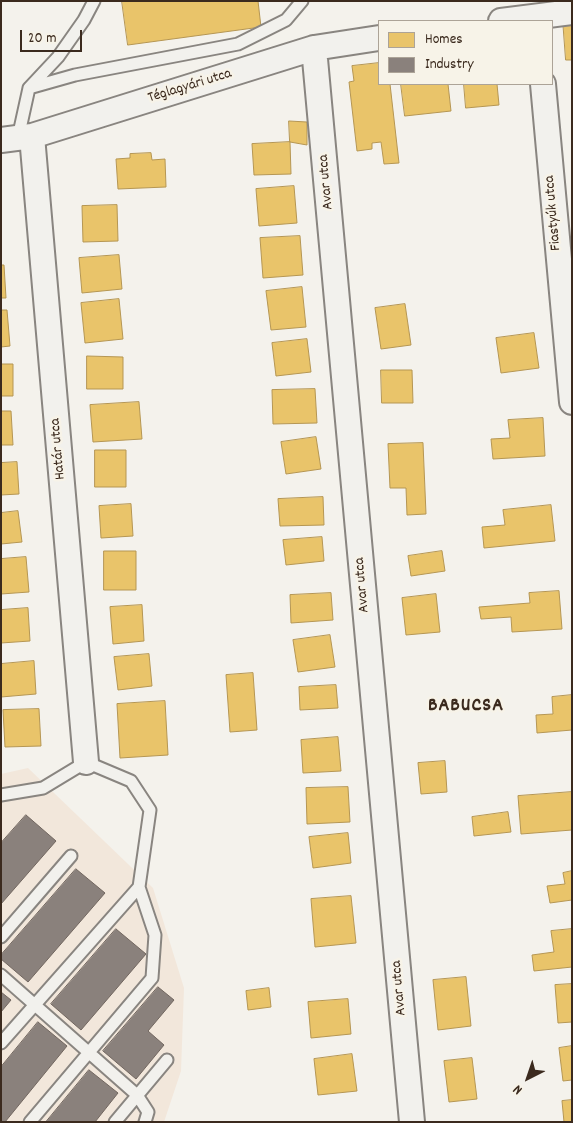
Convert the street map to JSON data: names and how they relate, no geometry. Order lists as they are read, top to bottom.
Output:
{
  "streets": {
    "street": [
      "Téglagyári utca",
      "Avar utca",
      "Fiastyúk utca",
      "Határ utca"
    ]
  },
  "crossings": [
    ["Téglagyári utca", "Avar utca"],
    ["Téglagyári utca", "Határ utca"]
  ],
  "districts": ["BABUCSA"],
  "legend": ["Homes", "Industry"],
  "scale_bar": "20 m",
  "north": "bottom left"
}
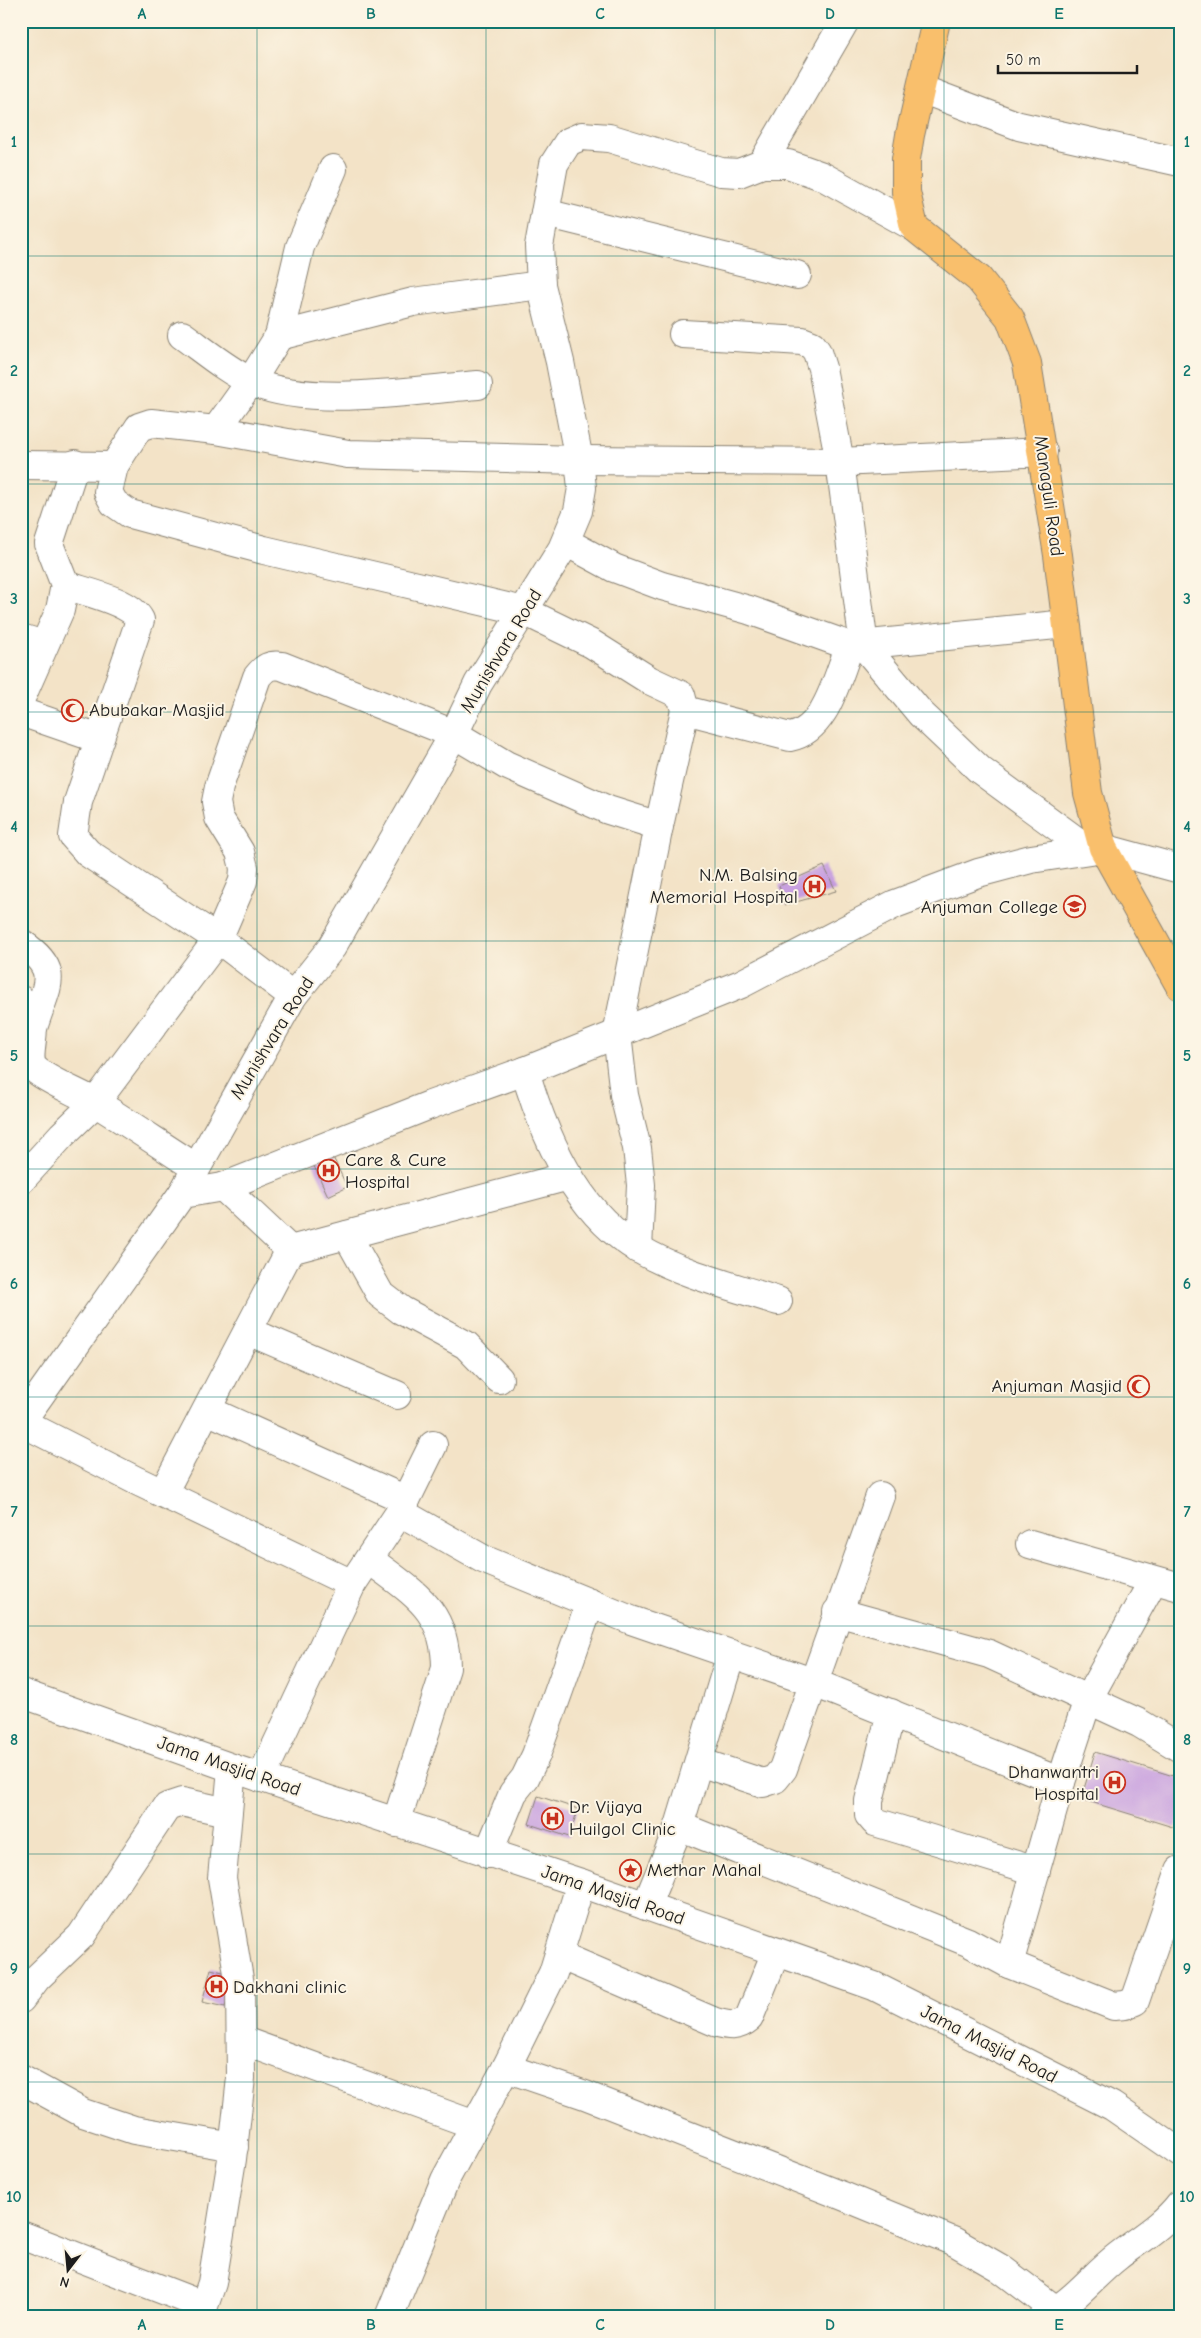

::::::

## WORK REQUIRED
Copy all of the listing word for word, minus the images.

## WRITTEN RESPONSE
Convert the street map to JSON data: names and how they relate, no geometry. Order lists as they are read, top to bottom.
Output:
{
  "streets": {
    "street": [
      "Téglagyári utca",
      "Avar utca",
      "Fiastyúk utca",
      "Határ utca"
    ]
  },
  "crossings": [
    ["Téglagyári utca", "Avar utca"],
    ["Téglagyári utca", "Határ utca"]
  ],
  "districts": ["BABUCSA"],
  "legend": ["Homes", "Industry"],
  "scale_bar": "20 m",
  "north": "bottom left"
}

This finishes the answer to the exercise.